Requirement
Below are some records. Say how many of their lines contain the string "İzcibaşı", and give nothing but the number.

Dataset content
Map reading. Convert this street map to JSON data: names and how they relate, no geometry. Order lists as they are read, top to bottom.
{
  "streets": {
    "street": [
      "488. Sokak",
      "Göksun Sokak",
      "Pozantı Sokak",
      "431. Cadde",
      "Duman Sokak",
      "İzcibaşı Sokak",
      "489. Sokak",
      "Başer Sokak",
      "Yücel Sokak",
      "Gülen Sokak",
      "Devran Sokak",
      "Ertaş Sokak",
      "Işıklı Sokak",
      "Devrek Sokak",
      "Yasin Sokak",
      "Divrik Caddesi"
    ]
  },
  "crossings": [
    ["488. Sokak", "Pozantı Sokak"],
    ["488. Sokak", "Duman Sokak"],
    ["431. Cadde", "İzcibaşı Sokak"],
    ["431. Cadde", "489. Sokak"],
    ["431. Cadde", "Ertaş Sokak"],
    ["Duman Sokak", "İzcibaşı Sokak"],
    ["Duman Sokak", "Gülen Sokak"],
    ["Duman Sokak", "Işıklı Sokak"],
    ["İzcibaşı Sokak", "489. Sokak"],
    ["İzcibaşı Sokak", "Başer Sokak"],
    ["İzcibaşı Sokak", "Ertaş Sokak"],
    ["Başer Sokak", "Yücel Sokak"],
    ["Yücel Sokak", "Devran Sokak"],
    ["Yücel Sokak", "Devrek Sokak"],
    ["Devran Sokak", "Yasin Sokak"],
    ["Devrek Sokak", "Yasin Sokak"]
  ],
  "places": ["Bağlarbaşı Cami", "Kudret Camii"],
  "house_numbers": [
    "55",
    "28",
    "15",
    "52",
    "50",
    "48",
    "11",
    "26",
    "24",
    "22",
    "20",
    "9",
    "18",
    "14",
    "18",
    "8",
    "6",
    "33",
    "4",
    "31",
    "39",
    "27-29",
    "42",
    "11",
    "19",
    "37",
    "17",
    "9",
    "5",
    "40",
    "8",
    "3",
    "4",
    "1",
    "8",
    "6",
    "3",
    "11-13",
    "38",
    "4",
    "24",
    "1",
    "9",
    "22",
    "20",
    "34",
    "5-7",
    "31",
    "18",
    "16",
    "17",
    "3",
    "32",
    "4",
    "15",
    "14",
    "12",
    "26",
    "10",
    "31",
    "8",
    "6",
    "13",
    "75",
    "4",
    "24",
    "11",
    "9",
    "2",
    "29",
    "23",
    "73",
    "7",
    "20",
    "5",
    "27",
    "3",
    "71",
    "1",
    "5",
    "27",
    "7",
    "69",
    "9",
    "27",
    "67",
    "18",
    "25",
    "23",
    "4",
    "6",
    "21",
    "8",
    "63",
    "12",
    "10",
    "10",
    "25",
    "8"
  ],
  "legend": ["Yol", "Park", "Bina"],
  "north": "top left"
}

Output below
6